I picked up some melatonin and started taking it. To put it plainly, it worked. The melatonin is able to knock me out within 2 hours. I found out around this time that people with Bipolar tend to be super-sensitive to light, and that any tiny bit of ambient light in the evening can keep you from getting tired. The fact that I rarely lay down in total darkness unless I am already about to crash (and that I always felt tired but not tired ENOUGH to fall asleep at night -- super annoying) jived well with this idea and made a lot of sense. So, with the melatonin, I can tell my body when the right time to sleep is even if it can't tell by itself. It became my first solid tool on this crazy journey.

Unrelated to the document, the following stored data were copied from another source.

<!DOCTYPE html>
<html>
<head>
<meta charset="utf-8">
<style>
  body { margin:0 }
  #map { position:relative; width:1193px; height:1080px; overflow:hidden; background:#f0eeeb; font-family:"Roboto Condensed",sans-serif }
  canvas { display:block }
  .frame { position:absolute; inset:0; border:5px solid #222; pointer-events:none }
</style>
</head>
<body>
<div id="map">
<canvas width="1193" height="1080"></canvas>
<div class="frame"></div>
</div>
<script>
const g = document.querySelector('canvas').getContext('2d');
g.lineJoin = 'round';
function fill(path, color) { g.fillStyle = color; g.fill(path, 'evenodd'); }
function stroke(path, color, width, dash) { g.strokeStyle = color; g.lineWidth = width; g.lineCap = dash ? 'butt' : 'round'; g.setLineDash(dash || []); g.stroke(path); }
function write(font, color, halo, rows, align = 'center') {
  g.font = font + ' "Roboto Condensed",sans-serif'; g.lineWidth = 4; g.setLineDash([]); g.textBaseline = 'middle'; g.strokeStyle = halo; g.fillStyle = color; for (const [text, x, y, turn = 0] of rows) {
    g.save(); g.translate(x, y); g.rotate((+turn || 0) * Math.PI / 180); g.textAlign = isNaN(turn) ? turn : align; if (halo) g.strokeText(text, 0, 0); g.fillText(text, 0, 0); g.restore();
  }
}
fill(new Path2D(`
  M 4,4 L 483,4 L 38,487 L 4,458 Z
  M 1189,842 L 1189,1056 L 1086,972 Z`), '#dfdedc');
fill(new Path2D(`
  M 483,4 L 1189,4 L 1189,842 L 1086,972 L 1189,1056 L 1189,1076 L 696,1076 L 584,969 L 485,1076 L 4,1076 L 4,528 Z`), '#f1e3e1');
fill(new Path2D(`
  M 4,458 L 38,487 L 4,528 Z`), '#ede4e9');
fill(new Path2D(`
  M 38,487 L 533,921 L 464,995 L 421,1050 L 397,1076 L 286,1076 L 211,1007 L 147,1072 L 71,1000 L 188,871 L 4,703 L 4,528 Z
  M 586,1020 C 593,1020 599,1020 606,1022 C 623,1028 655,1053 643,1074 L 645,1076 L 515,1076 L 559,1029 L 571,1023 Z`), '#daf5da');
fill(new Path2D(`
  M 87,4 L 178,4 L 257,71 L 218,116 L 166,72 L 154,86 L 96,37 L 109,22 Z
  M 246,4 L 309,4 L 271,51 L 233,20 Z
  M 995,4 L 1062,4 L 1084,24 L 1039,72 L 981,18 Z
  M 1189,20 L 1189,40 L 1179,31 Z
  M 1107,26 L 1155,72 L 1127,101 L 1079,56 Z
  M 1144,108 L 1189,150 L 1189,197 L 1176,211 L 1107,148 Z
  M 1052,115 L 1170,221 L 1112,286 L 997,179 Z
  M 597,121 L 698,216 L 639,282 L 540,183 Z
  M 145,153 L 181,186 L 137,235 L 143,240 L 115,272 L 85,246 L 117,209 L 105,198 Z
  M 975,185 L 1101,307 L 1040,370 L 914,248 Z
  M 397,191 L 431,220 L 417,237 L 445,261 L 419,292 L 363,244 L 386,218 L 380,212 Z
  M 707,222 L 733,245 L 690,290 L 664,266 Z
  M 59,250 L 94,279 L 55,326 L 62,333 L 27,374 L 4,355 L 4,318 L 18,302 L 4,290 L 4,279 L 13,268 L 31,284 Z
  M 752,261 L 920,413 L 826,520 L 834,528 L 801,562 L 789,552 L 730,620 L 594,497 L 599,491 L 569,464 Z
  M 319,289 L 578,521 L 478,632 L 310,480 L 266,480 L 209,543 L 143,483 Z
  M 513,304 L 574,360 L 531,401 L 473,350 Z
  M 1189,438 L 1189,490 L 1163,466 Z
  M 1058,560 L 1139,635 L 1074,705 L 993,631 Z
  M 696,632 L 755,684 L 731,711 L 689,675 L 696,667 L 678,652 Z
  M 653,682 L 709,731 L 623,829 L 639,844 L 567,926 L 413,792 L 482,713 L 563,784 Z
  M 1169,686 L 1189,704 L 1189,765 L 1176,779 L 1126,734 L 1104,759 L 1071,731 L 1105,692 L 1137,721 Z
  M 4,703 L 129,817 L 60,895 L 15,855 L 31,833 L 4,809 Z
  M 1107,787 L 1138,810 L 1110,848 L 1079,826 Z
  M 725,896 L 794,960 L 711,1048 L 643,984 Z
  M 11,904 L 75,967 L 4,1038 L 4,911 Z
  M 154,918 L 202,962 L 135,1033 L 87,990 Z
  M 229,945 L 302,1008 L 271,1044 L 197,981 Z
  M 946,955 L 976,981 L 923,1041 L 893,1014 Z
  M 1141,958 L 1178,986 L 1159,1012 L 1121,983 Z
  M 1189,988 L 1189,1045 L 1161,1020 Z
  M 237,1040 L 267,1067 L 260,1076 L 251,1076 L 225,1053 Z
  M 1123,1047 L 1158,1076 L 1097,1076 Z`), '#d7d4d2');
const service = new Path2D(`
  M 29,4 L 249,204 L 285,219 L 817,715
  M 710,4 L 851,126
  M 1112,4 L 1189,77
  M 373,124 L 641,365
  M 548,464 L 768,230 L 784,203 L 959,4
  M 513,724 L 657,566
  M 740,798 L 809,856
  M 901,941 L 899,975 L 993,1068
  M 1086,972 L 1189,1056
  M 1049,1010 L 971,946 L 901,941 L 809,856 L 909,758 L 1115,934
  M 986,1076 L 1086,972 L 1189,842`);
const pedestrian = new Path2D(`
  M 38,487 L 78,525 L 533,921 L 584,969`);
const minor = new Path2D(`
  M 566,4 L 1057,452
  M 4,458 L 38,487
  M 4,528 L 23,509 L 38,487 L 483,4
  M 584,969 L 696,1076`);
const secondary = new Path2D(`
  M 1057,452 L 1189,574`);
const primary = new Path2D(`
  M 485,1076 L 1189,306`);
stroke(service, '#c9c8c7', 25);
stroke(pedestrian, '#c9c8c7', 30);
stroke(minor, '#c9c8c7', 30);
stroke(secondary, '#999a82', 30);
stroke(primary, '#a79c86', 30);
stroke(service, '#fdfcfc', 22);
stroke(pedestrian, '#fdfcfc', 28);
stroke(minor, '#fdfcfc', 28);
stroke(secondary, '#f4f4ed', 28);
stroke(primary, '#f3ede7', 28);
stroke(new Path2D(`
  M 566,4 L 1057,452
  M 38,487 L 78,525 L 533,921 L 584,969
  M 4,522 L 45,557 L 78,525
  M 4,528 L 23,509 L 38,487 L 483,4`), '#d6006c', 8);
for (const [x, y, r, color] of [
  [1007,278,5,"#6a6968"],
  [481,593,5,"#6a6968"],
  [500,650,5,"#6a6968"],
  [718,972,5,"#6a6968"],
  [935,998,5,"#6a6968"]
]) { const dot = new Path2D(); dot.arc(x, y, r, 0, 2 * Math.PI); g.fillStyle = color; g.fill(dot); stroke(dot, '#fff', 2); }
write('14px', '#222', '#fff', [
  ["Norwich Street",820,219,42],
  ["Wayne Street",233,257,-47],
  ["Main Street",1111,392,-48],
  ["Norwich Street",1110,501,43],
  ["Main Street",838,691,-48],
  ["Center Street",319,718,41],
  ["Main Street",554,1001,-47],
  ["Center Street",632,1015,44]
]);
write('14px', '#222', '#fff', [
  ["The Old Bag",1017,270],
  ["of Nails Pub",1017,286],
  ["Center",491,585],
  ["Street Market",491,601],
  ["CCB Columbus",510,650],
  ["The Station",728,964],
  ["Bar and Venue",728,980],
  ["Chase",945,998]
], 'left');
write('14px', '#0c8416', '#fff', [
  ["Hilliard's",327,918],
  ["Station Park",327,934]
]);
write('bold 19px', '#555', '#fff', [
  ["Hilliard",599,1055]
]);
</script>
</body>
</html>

After my awesome experience with the sleep doctor (not), and my subsequent luck with the melatonin, I decided that the time was now. I rolled up my sleeves and decided that I would continue taking the melatonin, start sleeping at night like a normal person (since now I was able to), change my diet to something low-sugar and low-inflammation that I could sustain long-term, and try to get healthy, once and for all. I wanted desperately to fix what was wrong with me. I wanted to be able to sleep normally and actually feel energized during the day like I'm supposed to. I wanted to fix my extremely obvious hypothyroid symptoms even though I was told that I was "fine". I wanted my body to function the way it is supposed to function! I already knew I had PCOS and I knew that that wasn't right; that something was wrong in my body. I wanted to fix it, but doctors were not helping at all!! So I decided to do it myself. And so that's why I'm here.

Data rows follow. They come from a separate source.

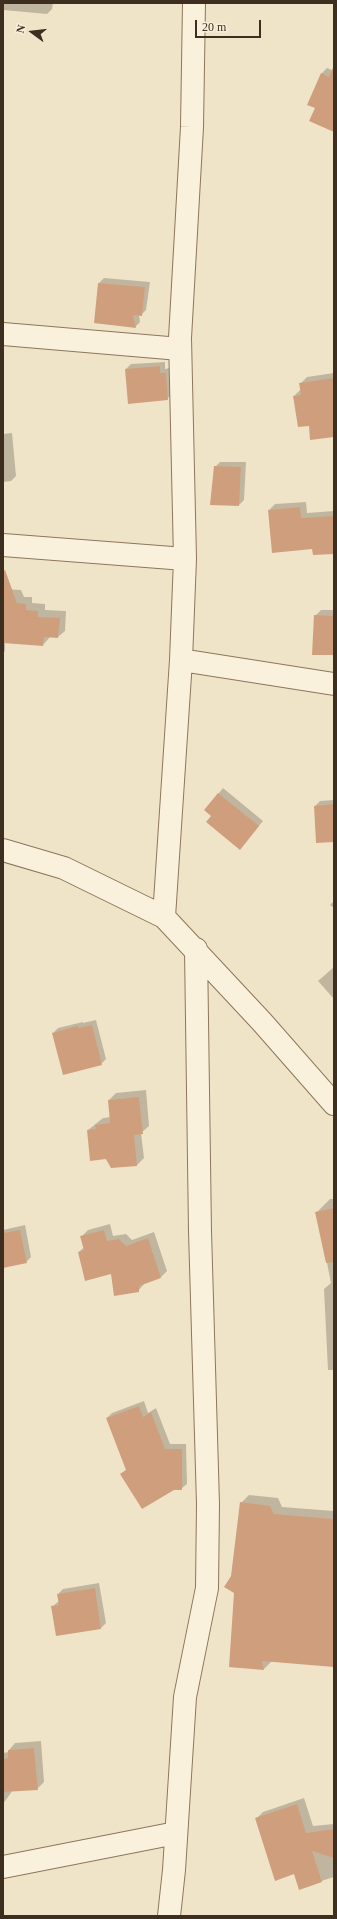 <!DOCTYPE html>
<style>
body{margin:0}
#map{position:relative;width:337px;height:1919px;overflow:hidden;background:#f0e4c8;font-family:"Times New Roman",serif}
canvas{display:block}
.frame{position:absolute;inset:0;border:4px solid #3d2e20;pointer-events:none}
.north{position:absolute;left:12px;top:12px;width:40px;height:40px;-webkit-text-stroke:3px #f7eed8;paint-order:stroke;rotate:285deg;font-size:11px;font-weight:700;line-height:16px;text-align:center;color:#3d2e20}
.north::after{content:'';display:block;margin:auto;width:14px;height:18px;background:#3d2e20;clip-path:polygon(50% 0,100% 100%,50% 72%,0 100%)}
.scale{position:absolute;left:195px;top:20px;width:66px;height:18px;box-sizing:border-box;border:2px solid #3d2e20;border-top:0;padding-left:5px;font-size:12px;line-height:14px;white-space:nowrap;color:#3d2e20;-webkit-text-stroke:3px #f7eed8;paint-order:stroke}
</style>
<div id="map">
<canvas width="337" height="1919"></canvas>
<div class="frame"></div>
<div class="north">N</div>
<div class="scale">20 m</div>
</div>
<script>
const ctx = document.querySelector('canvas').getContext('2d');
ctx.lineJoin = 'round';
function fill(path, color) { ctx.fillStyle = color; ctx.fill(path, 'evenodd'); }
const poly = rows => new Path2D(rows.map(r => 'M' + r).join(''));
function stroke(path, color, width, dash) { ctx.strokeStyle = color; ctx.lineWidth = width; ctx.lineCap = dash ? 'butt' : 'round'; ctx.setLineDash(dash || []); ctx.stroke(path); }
const shadow = poly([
 [3,3,53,3,52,9,47,14,3,10],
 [327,68,334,71,334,131,316,108,321,74],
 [104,278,150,282,146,310,141,315,139,315,140,322,135,327,95,323,99,283],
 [165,362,165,369,170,368,172,394,167,399,126,369,131,364],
 [334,373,334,436,309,425,294,396,301,389,300,384,307,377],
 [12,433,16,476,11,481,3,482,3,434],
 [220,462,246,462,244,500,239,505,211,504,215,467],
 [306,502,307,513,334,511,334,553,313,548,269,510,275,504],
 [3,589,21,590,24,597,32,597,32,603,45,604,45,610,66,611,65,631,58,637,50,637,43,645,5,642,5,651,3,653],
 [321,610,334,610,334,658,315,616],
 [223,788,263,821,245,843,205,810],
 [334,800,334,841,315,806,320,801],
 [334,901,334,908,330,905],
 [334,967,334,999,318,981],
 [96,1020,106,1059,101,1064,53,1033,58,1028,83,1022,83,1023],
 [146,1090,149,1126,141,1133,144,1158,137,1165,111,1167,88,1130,103,1118,111,1117,109,1100,116,1093],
 [330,1199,334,1199,334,1370,328,1370,324,1289,331,1283,317,1212],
 [110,1224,113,1236,126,1234,132,1240,154,1232,167,1271,161,1277,145,1283,138,1291,79,1252,84,1247,82,1236,88,1230],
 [25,1225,31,1257,26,1262,3,1267,3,1230],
 [144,1401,148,1413,156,1408,170,1444,186,1444,187,1484,181,1489,122,1474,127,1469,107,1418,112,1413],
 [249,1495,278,1498,282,1507,334,1511,334,1666,272,1661,264,1669,230,1667,235,1593,232,1577,241,1503],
 [99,1583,106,1623,101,1628,53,1606,59,1601,58,1594,63,1589],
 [41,1741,44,1782,37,1789,13,1790,3,1804,3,1753,9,1752,9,1750,15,1743],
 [304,1798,313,1826,334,1824,334,1877,299,1888,294,1873,256,1819,263,1812]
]);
const building = poly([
 [334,65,334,132,309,121,315,108,307,105,321,73,329,77],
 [98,283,145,287,142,316,133,315,136,328,94,323],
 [160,366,160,373,166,373,168,400,128,404,125,369],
 [334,378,334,437,310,440,309,426,298,427,293,396,301,395,299,383],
 [214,466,241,467,239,506,210,505],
 [300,507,301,518,334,516,334,554,313,555,312,549,272,553,268,510],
 [5,570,17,603,26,604,26,610,38,611,38,617,60,618,58,638,44,637,43,646,3,643,3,571],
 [314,615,334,616,334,655,312,655],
 [218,793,259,826,240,850,206,822,211,816,204,810],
 [334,804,334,842,316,843,314,806],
 [92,1025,102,1065,63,1075,52,1033,78,1026,78,1028],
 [139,1097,143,1134,134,1135,137,1166,111,1168,106,1159,90,1161,87,1130,96,1129,95,1125,110,1123,108,1100],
 [334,1208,334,1262,326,1263,315,1212],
 [20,1230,27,1263,3,1268,3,1233],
 [104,1230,107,1241,119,1239,126,1246,148,1238,161,1278,139,1286,139,1292,114,1296,111,1274,85,1281,78,1252,84,1250,80,1236],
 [139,1406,143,1417,151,1412,165,1449,182,1449,182,1490,174,1490,142,1509,120,1474,126,1470,106,1418],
 [240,1502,270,1506,274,1514,334,1519,334,1667,262,1661,264,1670,229,1667,234,1593,224,1587,231,1576],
 [95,1588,101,1629,56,1636,51,1606,59,1605,57,1594],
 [34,1748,38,1790,3,1792,3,1759,8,1758,8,1750],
 [297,1804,306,1833,334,1829,334,1858,312,1851,322,1882,299,1890,294,1874,275,1881,255,1818]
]);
const minor = poly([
 [3,334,180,349],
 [3,545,185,559],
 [181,660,334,684],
 [3,850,64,868,164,917,262,1022,334,1104],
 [164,917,181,660,185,559,180,338,192,127,194,3],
 [3,1867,176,1833],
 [169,1916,174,1870,185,1697,207,1588,208,1504,200,1231,196,949]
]);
fill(shadow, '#0003');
fill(building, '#cf9f7d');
stroke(minor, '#8d765c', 24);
stroke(minor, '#faf1dc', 22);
</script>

So far, I've learned about healthy fats vs unhealthy fats (and now I cook with coconut oil and butter exclusively). I've learned what exactly is wrong with grains (and I no longer eat them). I've learned about iodine deficiency (and now I take iodine). I've learned about adrenal fatigue (and now I take raw adrenal cortex and will soon be taking an adaptogen to help even more). I've learned about leptin resistance (and now I am following the leptin reset program). I've learned more about what different supplements do (and now I take a bunch every day, and can describe how each one affects me).
Lots of good things are happening, and this is only the beginning. It has only been a month! I am now primal for life, and the good stuff will only keep coming. I feel absolutely no desire to eat bread or beans ever again (aside from my beloved carrot cake, ilu bb!!<3) let alone any sort of low-fat sugar-bomb bullshit. I no longer consider processed "food" to be suitable for human consumption, and it does not tempt me one bit. I will admit that I still eat peas and carrots as main staples in my diet. Maybe that's not the best thing, but I think it's ok for now. The main thing is that I don't feel deprived or weakened when eating this way. I can do it longterm without worrying about starving myself to death or losing muscle mass or ending up vitamin deficient or losing bone mass. I don't have to exercise until I long for death. I WANT to keep doing what I'm doing! And so I shall.
So far, after 35 days, I have lost 16lbs (most of it in the first three weeks, and basically none since then, though I am still seeing smaller measurements and feeling muscles and bones that were previously covered by fat).
I will update this journal whenever I have something to say!